Saturday, May 16, 2009

Sic transit cucurlio viridis

Last weekend was a bit of a bust weatherwise and things haven’t improved lately. Plants and insects are struggling to start the growing season, but they need more encouraging sun and warmth than has been on offer so far. The weevil being courted off on its last ride by an ant is the same species pictured in the previous post. I guess it gave up waiting for spring (or more likely did its bit for the future of weevildom and then hit the ground not walking).

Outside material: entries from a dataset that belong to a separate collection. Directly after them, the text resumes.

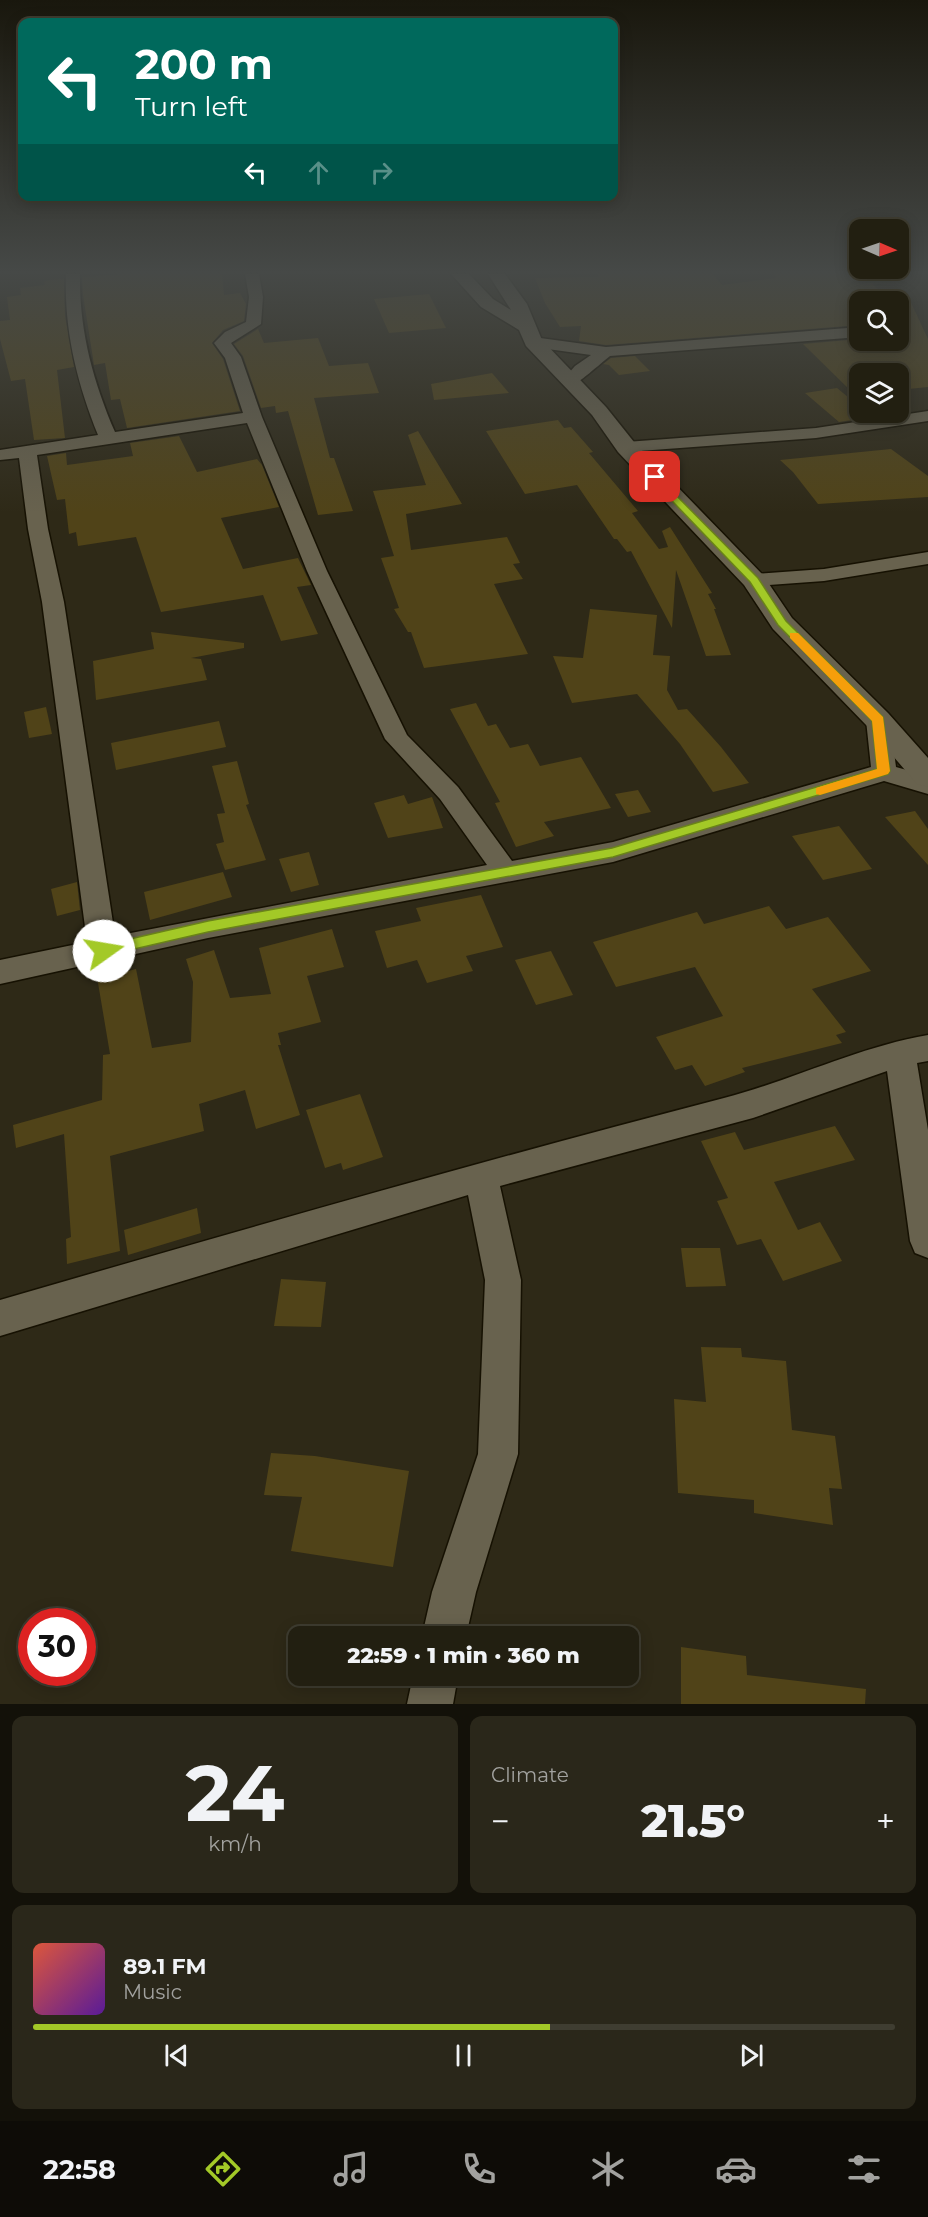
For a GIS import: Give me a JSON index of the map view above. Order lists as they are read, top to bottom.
{
  "north": "right",
  "page": {
    "turn": ["200 m", "Turn left"],
    "limit": "30",
    "trip": "22:59 · 1 min · 360 m",
    "tile": [
      ["24", "km/h"],
      "Climate"
    ],
    "heat": ["−", "21.5°", "+"],
    "song": ["89.1 FM", "Music"],
    "tabs": "22:58"
  }
}
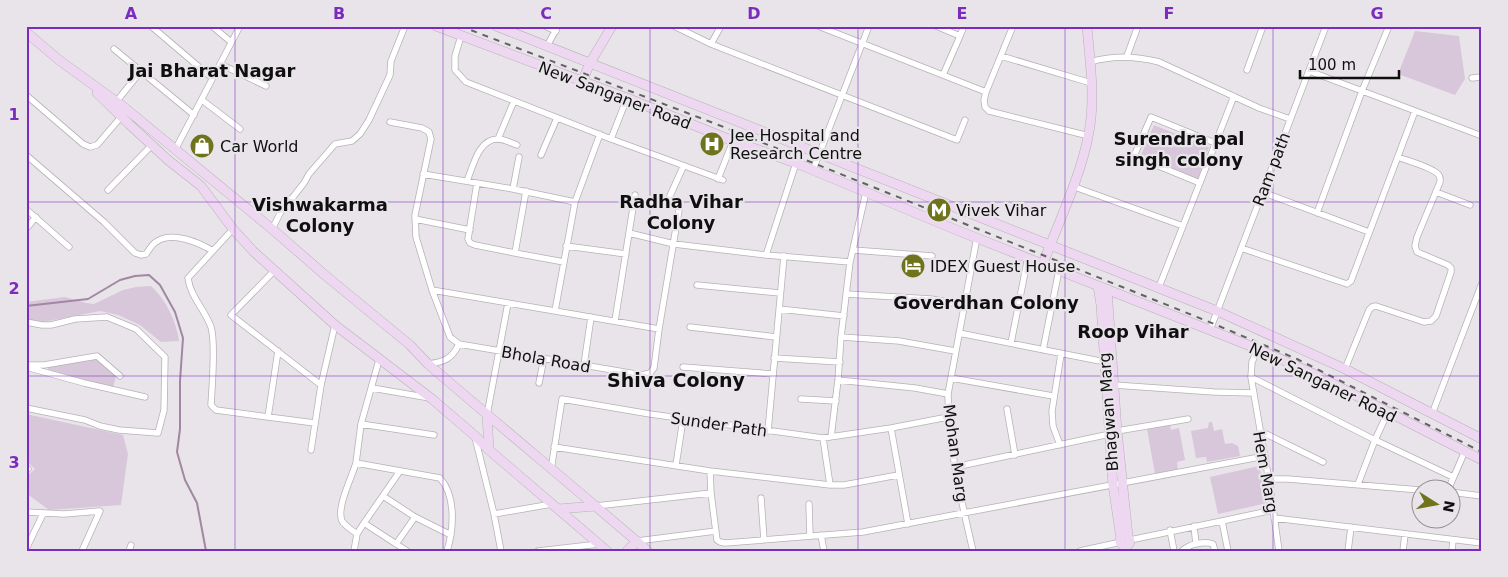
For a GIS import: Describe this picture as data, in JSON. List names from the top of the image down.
{
  "streets": {
    "street": [
      "New Sanganer Road",
      "Ram path",
      "Bhola Road",
      "Bhagwan Marg",
      "Sunder Path",
      "Mohan Marg",
      "Hem Marg"
    ]
  },
  "crossings": [
    ["New Sanganer Road", "Ram path"],
    ["New Sanganer Road", "Bhagwan Marg"],
    ["New Sanganer Road", "Mohan Marg"],
    ["New Sanganer Road", "Hem Marg"],
    ["Sunder Path", "Mohan Marg"]
  ],
  "districts": [
    "Jai Bharat Nagar",
    "Surendra pal singh colony",
    "Radha Vihar Colony",
    "Vishwakarma Colony",
    "Goverdhan Colony",
    "Roop Vihar",
    "Shiva Colony"
  ],
  "places": {
    "hospital": ["Jee Hospital and Research Centre"],
    "shop": ["Car World"],
    "metro station": ["Vivek Vihar"],
    "hotel": ["IDEX Guest House"]
  },
  "scale_bar": "100 m",
  "north": "right",
  "grid": {
    "columns": [
      "A",
      "B",
      "C",
      "D",
      "E",
      "F",
      "G"
    ],
    "rows": ["1", "2", "3"]
  }
}
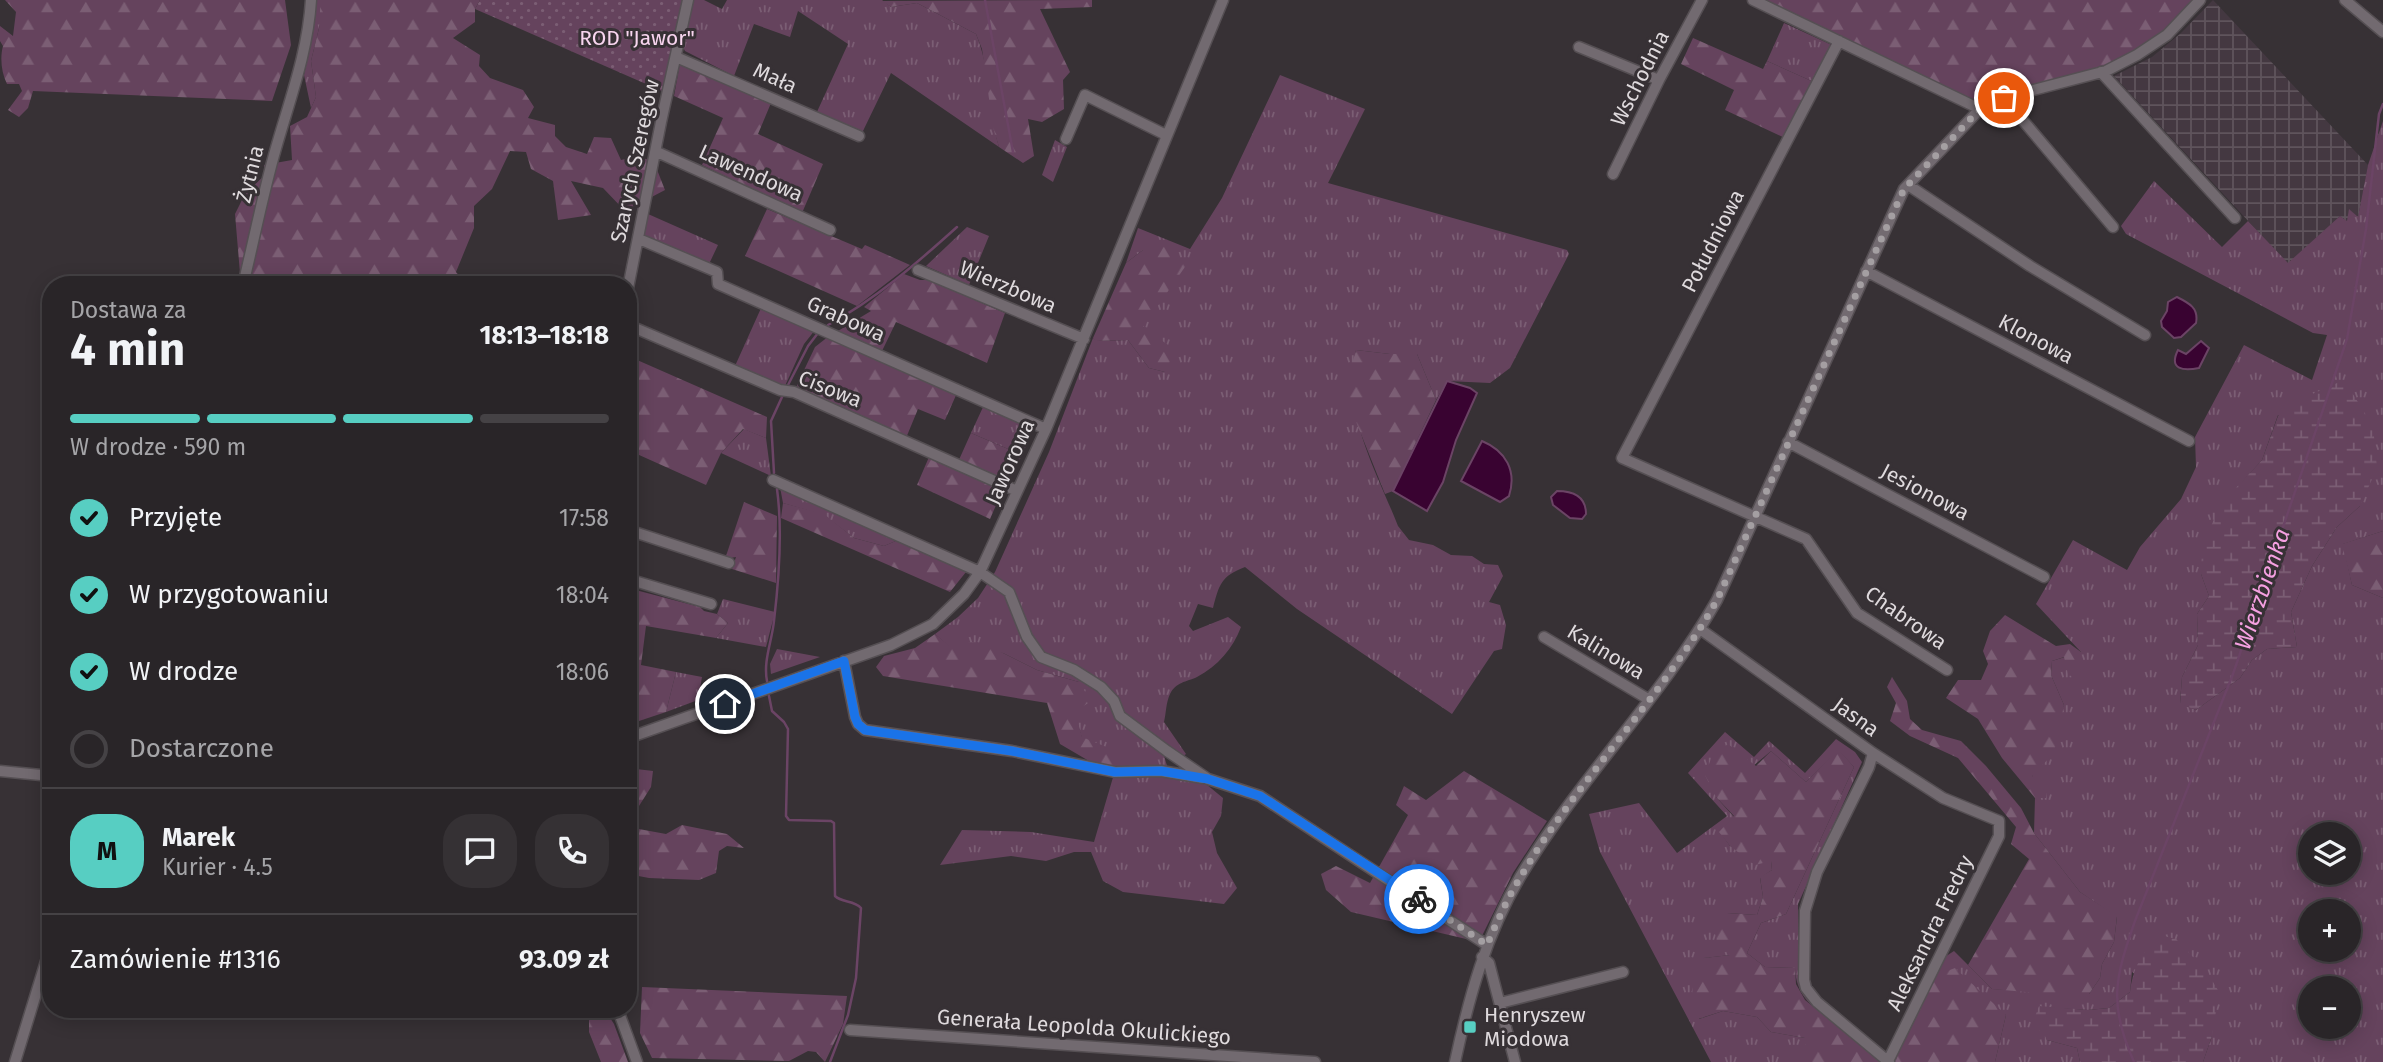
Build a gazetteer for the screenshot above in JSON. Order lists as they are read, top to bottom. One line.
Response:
{"streets":{"street":["Mała","Wschodnia","Szarych Szeregów","Lawendowa","Żytnia","Południowa","Wierzbowa","Grabowa","Klonowa","Cisowa","Jaworowa","Jesionowa","Chabrowa","Kalinowa","Jasna","Aleksandra Fredry","Generała Leopolda Okulickiego"]},"crossings":[["Mała","Szarych Szeregów"],["Szarych Szeregów","Lawendowa"],["Szarych Szeregów","Grabowa"],["Południowa","Chabrowa"],["Wierzbowa","Jaworowa"],["Grabowa","Jaworowa"],["Cisowa","Jaworowa"],["Jasna","Aleksandra Fredry"]],"water":["Wierzbienka"],"parks":["ROD \"Jawor\""],"places":{"transit":["Henryszew Miodowa"]},"page":{"heading":["4 min","Dostawa za","18:13–18:18"],"panel":["Marek","Kurier · 4.5","Zamówienie #1316","93.09 zł"],"bar":"W drodze · 590 m","list":[["Przyjęte","17:58"],["W przygotowaniu","18:04"],["W drodze","18:06"],"Dostarczone"],"round":"M","map_buttons":["+","−"]}}
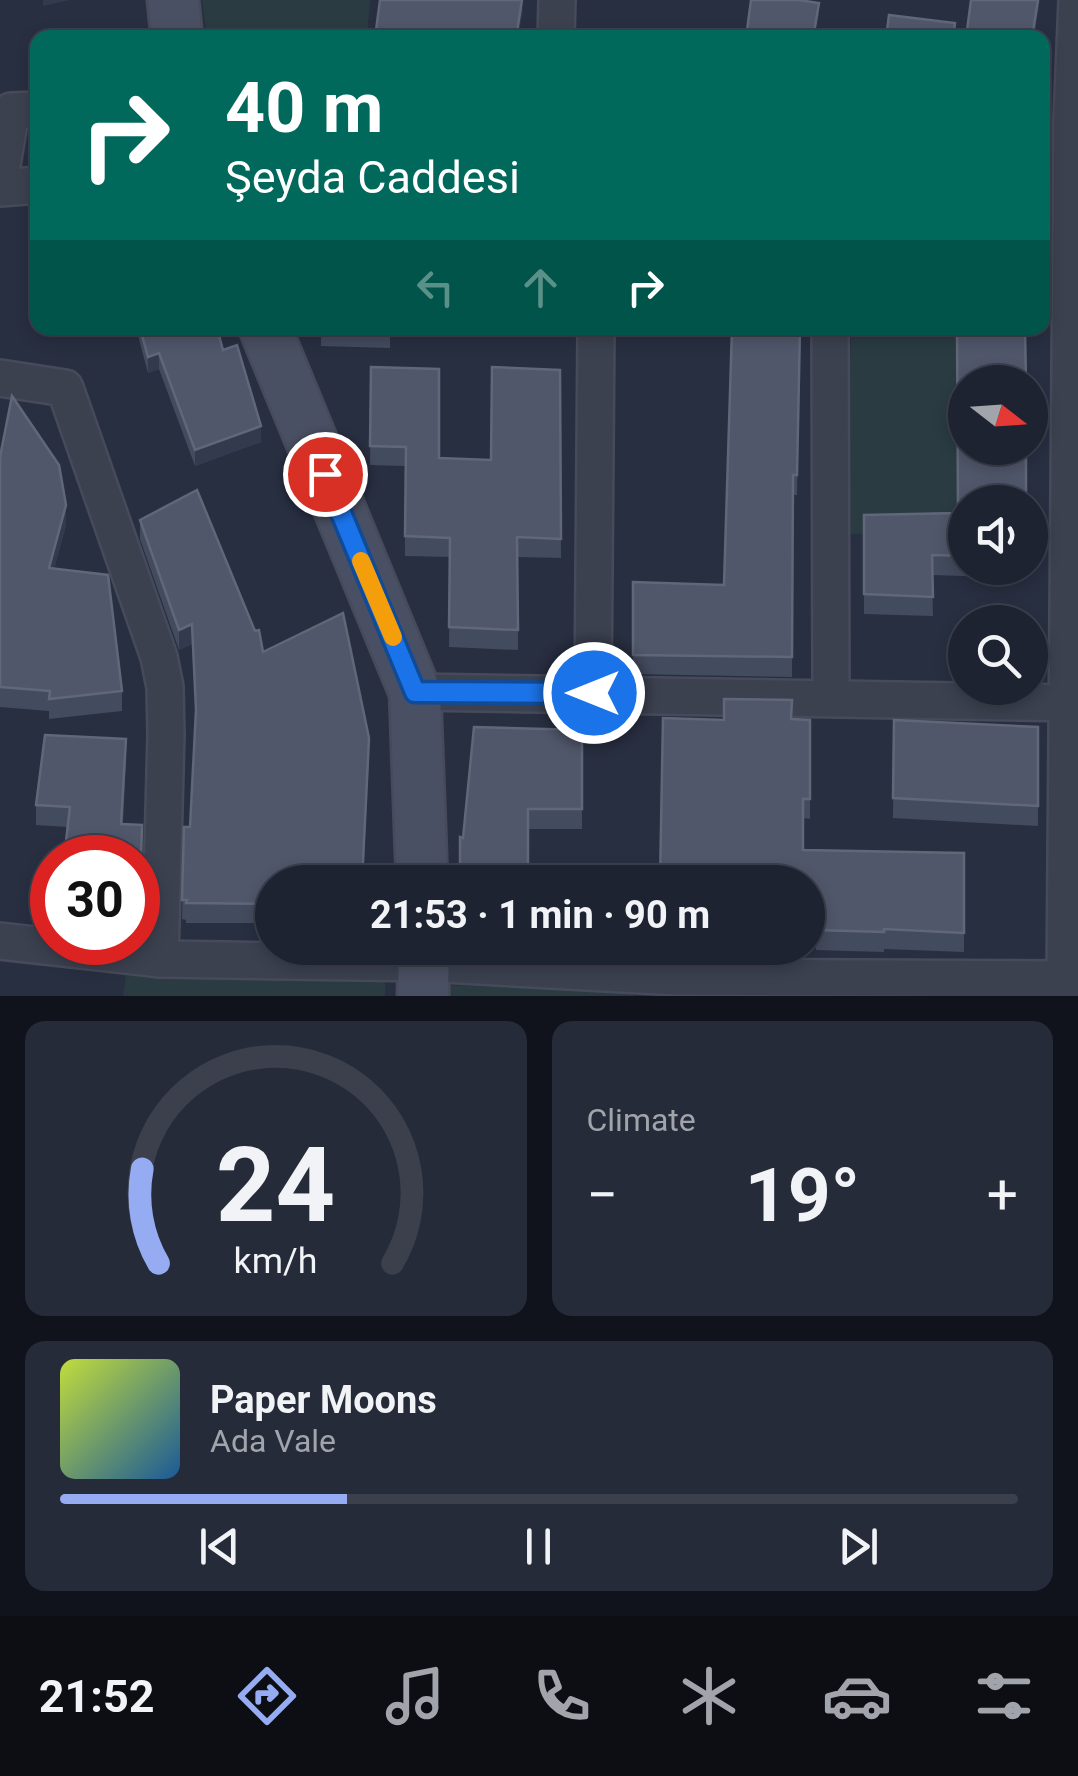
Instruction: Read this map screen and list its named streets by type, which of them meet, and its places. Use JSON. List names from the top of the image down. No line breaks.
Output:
{"north":"right","page":{"turn":["40 m","Şeyda Caddesi"],"limit":"30","trip":"21:53 · 1 min · 90 m","tile":"Climate","heat":["−","19°","+"],"song":["Paper Moons","Ada Vale"],"tabs":"21:52","gauge":["24","km/h"]}}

A few other interesting insects were about, including our first fulgoroid planthopper, possibly Stenocranus dorsalis (Delphacidae). We suspect that it is feeding on our ‘native’ rushes in the pond, and that is okay with us. Additionally, an elegant little fly made an appearance, a species of Lonchoptera, the only extant genus in the Lonchopteridae. John Klymko and Steve Marshall recently reviewed* the family. Only about 85 species are known in this genus, about 1/3rd of which are undescribed. Adults feed on nectar, pollen, fungi, and dead insects in moist, grassy areas. The larvae (aka maggots) feed on microbes and decaying vegetation, so again our pond is probably the reason these interesting little flies are around.

*John Klymko and Steve Marshall 2008. Review of the Nearctic Lonchopteridae (Diptera), including descriptions of three new species. Canadian Entomologist 140: 649–673.

One of the earliest plants to break bud in the Home Bug Garden is the False Spirea Sorbaria sorbifolia 'Sem'. This plant in the rose family is attractive in all of its stages, blushing new growth, feathery mature foliages, handsome plumes of white flowers that insects love, bronzy fall colour, and attractive dried flower spikes that last all winter. The species is supposedly not so attractive as the Sem variety, and has another questionable feature – this Asian plant is now naturalized across most of northern North America.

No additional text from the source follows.